Thank you all for your support, you are reassuring me I have made the correct decision and that behaviour like it is unacceptable

OP posts:
WaggleWiggle · 31/10/2019 22:15

I cannot say strongly enough how wrong it is to say things like that. It’s actually disgustingly low.

thepeopleversuswork · 31/10/2019 22:20

YANBU and your partner is an abusive arsehole

NearlyGranny · 31/10/2019 22:31

Those lines are really visible and those things were said in spite to hurt you. Rules of loving engagement include never using shared confidences to attack your partner; never lumping your partner in with family, ethnic or gender groups to smear you with being just like x or typical of y; never enlisting others in your attack as in your dad warned me about this, your sister agrees with me about that; not using always/never statements; never expecting your partner to try to sift out what you did or didn't really mean from the stuff you threw about in a row as if they were a mind reader.

Them's the rules. Anyone who won't follow them doesn't love you and needs to hear you say goodbye and good luck.

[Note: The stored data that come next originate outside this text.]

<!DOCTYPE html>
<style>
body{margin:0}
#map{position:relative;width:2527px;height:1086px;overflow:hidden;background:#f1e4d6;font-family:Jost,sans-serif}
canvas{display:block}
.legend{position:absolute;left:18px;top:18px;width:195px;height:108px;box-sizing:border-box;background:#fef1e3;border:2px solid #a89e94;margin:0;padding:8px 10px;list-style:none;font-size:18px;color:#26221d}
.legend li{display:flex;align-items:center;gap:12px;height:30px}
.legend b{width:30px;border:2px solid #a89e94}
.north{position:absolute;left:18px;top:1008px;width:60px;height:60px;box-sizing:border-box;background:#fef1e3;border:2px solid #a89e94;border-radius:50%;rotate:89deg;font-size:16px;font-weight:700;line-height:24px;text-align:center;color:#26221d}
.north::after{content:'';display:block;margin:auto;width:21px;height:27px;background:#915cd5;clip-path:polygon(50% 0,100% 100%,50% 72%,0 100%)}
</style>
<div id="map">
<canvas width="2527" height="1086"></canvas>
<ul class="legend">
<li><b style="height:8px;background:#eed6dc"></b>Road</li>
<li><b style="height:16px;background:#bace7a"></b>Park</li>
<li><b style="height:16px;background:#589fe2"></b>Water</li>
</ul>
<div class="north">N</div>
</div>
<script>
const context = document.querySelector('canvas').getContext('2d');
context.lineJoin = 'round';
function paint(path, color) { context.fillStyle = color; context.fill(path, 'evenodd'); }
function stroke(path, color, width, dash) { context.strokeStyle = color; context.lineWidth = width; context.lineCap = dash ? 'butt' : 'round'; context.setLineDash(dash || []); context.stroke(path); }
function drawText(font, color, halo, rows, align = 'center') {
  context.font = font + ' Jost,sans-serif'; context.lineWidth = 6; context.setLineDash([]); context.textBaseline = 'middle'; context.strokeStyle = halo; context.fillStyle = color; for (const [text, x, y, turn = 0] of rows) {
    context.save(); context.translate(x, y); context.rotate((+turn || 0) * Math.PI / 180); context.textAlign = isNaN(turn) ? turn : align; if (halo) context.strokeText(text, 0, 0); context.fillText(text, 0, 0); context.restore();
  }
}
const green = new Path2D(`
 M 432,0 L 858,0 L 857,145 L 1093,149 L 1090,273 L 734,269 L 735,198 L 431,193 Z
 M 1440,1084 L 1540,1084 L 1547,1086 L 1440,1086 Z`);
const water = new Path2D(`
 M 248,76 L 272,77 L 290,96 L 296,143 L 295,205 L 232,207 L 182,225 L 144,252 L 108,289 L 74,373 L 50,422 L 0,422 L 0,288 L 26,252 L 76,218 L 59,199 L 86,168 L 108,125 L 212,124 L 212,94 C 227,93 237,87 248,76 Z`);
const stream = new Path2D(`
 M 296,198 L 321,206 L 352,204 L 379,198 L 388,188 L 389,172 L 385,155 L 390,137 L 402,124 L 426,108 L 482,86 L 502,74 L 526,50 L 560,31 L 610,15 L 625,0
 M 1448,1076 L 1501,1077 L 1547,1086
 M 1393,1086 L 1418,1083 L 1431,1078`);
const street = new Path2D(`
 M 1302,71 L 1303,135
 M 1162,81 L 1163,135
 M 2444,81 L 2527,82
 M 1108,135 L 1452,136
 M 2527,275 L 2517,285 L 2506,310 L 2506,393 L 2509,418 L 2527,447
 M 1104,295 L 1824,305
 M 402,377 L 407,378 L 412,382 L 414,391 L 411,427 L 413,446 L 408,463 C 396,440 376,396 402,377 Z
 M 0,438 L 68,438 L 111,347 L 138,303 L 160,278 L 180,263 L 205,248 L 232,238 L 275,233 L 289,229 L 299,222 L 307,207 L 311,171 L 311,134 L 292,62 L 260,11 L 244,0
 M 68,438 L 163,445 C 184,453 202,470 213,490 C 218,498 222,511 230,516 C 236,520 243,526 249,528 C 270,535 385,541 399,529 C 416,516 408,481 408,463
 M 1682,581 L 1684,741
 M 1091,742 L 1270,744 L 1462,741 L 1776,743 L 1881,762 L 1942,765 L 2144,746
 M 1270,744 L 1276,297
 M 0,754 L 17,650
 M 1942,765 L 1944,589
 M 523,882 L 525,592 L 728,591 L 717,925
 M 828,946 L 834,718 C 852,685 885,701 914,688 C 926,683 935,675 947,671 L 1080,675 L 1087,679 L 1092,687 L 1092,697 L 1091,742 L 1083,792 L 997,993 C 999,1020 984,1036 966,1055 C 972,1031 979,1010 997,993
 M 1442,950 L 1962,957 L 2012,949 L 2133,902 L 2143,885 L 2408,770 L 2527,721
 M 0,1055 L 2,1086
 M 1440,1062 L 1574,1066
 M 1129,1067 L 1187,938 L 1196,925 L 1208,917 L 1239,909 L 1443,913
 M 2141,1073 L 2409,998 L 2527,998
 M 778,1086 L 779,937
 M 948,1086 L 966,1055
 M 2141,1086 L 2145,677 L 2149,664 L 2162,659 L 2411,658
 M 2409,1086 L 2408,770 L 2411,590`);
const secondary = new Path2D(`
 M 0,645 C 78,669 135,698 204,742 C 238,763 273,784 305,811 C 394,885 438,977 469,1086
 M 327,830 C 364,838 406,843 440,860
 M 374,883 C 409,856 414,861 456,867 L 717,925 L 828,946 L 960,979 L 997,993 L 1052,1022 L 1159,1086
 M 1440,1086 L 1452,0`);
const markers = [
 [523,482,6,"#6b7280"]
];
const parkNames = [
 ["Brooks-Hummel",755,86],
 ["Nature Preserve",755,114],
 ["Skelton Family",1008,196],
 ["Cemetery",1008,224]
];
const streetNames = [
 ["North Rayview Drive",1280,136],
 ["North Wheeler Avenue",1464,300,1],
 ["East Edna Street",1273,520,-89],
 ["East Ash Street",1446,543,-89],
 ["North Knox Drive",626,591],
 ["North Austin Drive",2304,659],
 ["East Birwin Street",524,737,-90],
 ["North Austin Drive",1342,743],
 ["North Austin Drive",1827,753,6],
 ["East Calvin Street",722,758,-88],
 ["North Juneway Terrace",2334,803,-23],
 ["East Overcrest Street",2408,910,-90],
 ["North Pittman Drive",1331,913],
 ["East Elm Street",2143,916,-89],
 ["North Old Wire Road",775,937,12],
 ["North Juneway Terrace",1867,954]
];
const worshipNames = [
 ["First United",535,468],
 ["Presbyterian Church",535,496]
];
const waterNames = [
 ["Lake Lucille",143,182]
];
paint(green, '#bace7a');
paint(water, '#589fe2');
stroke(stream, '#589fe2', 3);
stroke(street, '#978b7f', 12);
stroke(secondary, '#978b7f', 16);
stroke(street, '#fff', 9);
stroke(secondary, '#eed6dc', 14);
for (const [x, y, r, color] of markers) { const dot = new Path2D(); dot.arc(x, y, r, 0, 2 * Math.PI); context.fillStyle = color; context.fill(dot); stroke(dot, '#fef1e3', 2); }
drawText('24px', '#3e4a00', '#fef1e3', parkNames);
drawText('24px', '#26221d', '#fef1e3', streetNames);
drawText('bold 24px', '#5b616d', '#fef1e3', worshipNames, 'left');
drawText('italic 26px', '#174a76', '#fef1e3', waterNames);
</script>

VisibleShantiLine · 01/11/2019 01:09

That’s a low blow, mbosnz. Your ex was clearly trying to isolate you from support, just like the OP when her ex said “even your own dad doesn’t like you”. What abusive twats. Was there any truth in what he was saying? Not that your family should have his back over yours, but abusive men commonly come across fabulously to others while they’re being complete bastards behind doors.

I’m also curious to know what you said in response that surprised him?

Proseccoinamug · 01/11/2019 07:51

My ex used to do this. Hence being an ex.